[DGD] Garbage collection...is it worth it?

Mikael Lind mikkelin at gmail.com
Fri Jan 5 09:14:47 CET 2007


Hello,

2007/1/4, Shentino <shentino at gmail.com>:
> Just thought I'd get some coding philosophy..
>
> I put a couple of "GC patrol" objects that scan for objects that fail
> their invariants and nuke them.
>
> However, I do eat up a sliver of CPU time going on patrol.
>
> Is it worth it?
>
> opinions please.

Can you describe a typical scenario where your collection scheme would
be helpful? I am thinking that you want to wipe out objects that were
not properly created, as well as objects that become invalid during
their lifetime.

My thoughts on invariants in DGD is that they should be established by
the create() function and maintained by the member functions if at all
possible. This is also why I want to implement support for create()
arguments, because that makes it much easier to fully construct the
object in create() instead of doing a partial construction and expect
users to complete construction through additional member function
calls.

Functions that create objects, namely clone_object(), new_object(),
and possibly compile_object(), can be made atomic to permit an object
to raise an error in create() if it cannot establish its invariants,
causing the entire creation to be rolled back. This way, you will have
fewer partially constructed objects around. I think someone (SkotOS?)
went even further and made all execution rounds atomic.

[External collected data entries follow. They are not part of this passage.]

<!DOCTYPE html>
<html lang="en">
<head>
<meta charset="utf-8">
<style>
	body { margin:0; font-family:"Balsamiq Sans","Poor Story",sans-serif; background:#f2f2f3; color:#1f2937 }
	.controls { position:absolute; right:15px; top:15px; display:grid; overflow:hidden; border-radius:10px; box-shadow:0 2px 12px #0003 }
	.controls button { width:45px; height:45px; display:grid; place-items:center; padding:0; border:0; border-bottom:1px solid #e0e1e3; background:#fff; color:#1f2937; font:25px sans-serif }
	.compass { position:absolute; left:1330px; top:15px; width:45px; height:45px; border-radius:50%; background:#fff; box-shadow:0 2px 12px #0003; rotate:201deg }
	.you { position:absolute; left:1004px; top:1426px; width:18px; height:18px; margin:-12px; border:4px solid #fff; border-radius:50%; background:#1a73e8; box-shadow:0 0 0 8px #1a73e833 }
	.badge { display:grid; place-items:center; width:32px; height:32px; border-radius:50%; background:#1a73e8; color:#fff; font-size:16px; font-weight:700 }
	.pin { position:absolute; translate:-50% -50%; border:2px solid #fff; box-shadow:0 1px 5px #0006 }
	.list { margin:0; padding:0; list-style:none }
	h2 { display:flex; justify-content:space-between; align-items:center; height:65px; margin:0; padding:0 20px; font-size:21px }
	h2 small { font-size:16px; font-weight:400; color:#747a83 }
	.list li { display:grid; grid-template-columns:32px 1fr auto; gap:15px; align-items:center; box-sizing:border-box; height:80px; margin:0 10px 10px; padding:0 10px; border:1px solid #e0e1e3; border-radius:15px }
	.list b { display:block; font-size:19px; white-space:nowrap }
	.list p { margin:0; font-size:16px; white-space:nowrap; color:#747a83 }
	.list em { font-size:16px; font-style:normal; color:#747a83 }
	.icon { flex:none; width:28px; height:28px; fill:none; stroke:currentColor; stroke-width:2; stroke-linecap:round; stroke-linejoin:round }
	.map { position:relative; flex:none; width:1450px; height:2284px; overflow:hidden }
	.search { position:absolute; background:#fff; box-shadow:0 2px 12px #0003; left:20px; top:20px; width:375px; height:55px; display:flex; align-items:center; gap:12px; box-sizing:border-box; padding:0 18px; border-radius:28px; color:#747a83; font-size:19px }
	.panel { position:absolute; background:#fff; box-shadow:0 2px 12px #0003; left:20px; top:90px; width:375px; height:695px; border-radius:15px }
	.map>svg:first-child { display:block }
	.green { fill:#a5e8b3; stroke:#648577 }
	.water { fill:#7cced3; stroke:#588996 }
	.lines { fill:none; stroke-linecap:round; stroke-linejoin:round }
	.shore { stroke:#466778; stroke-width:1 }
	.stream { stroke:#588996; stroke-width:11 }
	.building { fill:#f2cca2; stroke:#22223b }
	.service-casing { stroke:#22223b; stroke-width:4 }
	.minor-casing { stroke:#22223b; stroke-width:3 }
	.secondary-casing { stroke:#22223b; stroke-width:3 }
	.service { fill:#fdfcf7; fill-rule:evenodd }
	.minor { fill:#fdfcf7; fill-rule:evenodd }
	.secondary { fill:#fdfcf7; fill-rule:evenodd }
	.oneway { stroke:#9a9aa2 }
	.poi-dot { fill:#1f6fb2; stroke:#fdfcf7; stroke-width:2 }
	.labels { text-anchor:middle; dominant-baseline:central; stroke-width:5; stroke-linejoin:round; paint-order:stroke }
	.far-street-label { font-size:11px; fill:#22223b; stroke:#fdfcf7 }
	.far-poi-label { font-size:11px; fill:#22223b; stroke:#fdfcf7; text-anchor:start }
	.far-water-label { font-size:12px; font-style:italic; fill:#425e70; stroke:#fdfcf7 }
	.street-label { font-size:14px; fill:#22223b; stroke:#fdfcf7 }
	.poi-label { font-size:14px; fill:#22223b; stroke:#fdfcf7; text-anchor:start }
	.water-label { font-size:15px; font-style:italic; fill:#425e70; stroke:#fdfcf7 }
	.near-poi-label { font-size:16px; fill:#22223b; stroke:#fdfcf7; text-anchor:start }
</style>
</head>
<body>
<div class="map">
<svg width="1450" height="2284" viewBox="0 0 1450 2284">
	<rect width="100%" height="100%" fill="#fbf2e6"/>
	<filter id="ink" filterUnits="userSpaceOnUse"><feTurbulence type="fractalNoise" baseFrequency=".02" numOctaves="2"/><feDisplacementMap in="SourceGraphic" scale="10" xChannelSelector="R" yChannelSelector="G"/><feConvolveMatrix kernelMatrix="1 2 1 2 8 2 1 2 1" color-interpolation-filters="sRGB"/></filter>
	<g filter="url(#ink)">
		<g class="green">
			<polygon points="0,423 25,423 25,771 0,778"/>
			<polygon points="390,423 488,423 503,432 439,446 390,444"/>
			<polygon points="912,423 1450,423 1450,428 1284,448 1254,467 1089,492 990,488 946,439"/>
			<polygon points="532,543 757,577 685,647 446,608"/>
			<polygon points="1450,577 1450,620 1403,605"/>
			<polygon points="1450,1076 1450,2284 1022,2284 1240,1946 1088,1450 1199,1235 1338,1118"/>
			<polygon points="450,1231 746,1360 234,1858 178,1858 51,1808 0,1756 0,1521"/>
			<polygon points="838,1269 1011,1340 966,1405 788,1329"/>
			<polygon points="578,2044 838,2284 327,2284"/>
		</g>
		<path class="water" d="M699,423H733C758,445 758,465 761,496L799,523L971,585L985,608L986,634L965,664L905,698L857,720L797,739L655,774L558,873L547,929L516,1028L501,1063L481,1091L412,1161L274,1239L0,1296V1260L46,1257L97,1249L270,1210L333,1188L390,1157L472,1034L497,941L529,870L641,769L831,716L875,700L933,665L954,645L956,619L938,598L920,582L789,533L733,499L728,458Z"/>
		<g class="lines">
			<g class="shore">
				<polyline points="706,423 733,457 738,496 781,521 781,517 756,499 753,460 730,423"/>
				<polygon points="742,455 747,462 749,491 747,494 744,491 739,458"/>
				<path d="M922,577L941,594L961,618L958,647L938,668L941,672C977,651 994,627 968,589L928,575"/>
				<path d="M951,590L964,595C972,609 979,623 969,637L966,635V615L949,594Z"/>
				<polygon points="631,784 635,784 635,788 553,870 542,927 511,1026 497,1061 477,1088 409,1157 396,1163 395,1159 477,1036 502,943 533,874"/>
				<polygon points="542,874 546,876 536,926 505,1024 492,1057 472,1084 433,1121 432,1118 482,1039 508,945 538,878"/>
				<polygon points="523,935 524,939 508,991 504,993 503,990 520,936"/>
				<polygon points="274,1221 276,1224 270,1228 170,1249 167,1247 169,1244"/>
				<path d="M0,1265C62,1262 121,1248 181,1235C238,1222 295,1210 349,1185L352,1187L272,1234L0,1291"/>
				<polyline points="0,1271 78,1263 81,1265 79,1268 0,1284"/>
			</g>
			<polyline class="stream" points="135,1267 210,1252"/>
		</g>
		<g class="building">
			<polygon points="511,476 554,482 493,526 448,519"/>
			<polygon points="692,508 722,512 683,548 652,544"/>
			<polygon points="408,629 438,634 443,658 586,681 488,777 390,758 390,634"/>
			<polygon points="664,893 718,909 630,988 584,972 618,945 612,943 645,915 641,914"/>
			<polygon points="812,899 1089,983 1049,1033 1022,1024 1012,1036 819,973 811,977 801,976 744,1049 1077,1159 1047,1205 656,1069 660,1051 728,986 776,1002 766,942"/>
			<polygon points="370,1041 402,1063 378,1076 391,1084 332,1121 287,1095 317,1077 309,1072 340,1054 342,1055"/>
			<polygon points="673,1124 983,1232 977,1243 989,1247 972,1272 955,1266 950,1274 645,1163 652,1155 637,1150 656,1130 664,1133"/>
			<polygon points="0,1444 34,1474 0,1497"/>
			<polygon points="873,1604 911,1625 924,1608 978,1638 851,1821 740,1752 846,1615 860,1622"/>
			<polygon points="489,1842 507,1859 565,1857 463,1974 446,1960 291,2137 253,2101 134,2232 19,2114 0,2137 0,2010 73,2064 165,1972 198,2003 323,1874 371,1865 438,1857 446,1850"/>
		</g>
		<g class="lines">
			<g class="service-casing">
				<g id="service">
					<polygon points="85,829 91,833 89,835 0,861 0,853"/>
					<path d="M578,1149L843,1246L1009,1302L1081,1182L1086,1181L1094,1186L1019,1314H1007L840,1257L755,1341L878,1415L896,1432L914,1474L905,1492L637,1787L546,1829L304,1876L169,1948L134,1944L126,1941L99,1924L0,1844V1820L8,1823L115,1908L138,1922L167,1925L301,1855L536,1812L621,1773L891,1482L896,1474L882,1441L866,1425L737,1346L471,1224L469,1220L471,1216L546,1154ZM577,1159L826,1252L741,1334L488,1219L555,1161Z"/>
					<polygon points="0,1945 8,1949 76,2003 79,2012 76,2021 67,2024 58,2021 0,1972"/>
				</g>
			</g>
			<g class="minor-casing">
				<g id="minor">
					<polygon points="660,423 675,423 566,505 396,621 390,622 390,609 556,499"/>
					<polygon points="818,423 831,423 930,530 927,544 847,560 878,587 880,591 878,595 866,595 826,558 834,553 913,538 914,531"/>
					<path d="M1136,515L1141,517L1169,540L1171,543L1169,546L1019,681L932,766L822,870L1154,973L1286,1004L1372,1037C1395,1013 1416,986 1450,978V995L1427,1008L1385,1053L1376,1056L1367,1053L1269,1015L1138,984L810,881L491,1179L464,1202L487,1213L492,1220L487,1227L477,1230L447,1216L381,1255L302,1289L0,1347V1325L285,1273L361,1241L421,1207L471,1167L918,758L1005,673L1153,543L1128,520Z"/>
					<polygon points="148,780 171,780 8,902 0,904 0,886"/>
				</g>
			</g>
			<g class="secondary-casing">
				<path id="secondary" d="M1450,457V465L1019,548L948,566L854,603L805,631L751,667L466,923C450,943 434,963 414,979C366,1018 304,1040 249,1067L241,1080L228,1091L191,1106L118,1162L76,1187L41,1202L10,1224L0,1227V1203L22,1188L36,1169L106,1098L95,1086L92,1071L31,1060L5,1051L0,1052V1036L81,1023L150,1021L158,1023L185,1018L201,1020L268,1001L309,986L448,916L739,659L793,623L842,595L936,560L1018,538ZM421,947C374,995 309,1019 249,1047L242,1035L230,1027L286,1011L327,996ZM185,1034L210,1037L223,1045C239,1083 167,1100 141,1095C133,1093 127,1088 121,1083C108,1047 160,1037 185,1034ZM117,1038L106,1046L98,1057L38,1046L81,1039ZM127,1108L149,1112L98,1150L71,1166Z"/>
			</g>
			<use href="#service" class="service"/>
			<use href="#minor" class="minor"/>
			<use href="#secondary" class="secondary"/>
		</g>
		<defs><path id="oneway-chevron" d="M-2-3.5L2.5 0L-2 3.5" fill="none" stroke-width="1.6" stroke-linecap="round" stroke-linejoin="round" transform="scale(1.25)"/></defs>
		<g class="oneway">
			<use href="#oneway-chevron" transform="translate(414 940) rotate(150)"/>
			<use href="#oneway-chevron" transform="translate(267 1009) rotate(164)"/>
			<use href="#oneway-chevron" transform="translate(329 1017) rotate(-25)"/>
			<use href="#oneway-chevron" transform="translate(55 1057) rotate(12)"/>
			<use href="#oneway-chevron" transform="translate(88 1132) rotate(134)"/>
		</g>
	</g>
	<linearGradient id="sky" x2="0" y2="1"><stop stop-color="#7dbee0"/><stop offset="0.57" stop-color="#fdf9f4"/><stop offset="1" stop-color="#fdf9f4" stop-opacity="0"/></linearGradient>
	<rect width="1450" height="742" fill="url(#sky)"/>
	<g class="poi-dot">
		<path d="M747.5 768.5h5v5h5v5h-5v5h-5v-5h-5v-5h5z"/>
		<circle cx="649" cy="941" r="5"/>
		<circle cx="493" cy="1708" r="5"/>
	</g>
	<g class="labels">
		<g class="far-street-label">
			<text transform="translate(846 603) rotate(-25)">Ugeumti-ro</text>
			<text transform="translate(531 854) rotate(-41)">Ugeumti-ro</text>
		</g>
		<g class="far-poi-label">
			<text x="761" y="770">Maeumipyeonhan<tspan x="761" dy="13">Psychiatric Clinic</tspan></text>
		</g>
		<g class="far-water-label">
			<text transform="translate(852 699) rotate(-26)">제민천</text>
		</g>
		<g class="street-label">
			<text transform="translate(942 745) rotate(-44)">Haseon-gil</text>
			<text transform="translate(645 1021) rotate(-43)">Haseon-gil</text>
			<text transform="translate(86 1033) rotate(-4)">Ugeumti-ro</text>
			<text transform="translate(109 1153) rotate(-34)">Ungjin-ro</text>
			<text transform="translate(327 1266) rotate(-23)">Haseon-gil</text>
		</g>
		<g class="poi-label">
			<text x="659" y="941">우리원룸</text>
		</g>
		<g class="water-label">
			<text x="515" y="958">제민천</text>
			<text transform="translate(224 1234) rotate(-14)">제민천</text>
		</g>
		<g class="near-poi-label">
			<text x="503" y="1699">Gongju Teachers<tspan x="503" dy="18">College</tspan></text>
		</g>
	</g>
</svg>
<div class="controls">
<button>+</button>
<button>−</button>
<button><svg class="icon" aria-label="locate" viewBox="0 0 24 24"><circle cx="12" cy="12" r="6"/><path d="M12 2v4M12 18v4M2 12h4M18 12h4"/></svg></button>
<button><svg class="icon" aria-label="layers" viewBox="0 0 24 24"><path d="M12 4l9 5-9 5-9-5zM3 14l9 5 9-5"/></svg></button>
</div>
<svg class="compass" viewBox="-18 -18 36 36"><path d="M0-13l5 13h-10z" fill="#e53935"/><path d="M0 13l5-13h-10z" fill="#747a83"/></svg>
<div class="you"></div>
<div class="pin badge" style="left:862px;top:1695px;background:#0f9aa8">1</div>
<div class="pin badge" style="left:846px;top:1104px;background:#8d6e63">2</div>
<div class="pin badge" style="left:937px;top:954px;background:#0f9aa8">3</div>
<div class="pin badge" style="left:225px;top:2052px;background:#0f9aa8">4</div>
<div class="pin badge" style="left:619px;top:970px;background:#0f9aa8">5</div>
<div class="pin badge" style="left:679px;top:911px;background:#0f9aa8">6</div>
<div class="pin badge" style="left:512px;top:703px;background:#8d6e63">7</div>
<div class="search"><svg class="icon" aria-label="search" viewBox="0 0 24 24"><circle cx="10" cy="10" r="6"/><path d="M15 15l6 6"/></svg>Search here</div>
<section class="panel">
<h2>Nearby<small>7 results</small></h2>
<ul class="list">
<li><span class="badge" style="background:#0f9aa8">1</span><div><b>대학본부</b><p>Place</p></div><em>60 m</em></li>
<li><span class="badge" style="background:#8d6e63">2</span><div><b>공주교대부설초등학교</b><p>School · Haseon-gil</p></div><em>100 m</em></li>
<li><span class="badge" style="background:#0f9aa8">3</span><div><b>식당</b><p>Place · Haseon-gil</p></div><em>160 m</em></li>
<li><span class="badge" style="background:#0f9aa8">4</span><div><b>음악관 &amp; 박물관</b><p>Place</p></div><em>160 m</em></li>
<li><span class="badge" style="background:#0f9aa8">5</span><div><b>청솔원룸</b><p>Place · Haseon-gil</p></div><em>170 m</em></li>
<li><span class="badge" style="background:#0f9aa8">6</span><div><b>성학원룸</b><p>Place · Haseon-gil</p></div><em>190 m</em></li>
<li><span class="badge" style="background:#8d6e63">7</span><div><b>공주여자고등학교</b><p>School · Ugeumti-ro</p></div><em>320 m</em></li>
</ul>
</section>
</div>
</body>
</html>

There can be situations where the above is not enough, so a collection
scheme may be a good complement. (An invariant may depend on something
that the object cannot maintain, such as the existence of another
persistent object.) The collection scheme could also wipe out valid
but disposable objects.

Objects will be swapped in as they are scanned, so collection will
increase memory usage and I/O in addition to the CPU usage, depending
on the length of the scan cycle. Scanning one object per second on a
mud with 64K objects would take almost a day.

I have also been thinking about tracking the memory usage of
persistent objects, and treating it as a resource. This could also be
done with scanning, or possibly by masking call_out() and
call_other(). Has anyone tried this?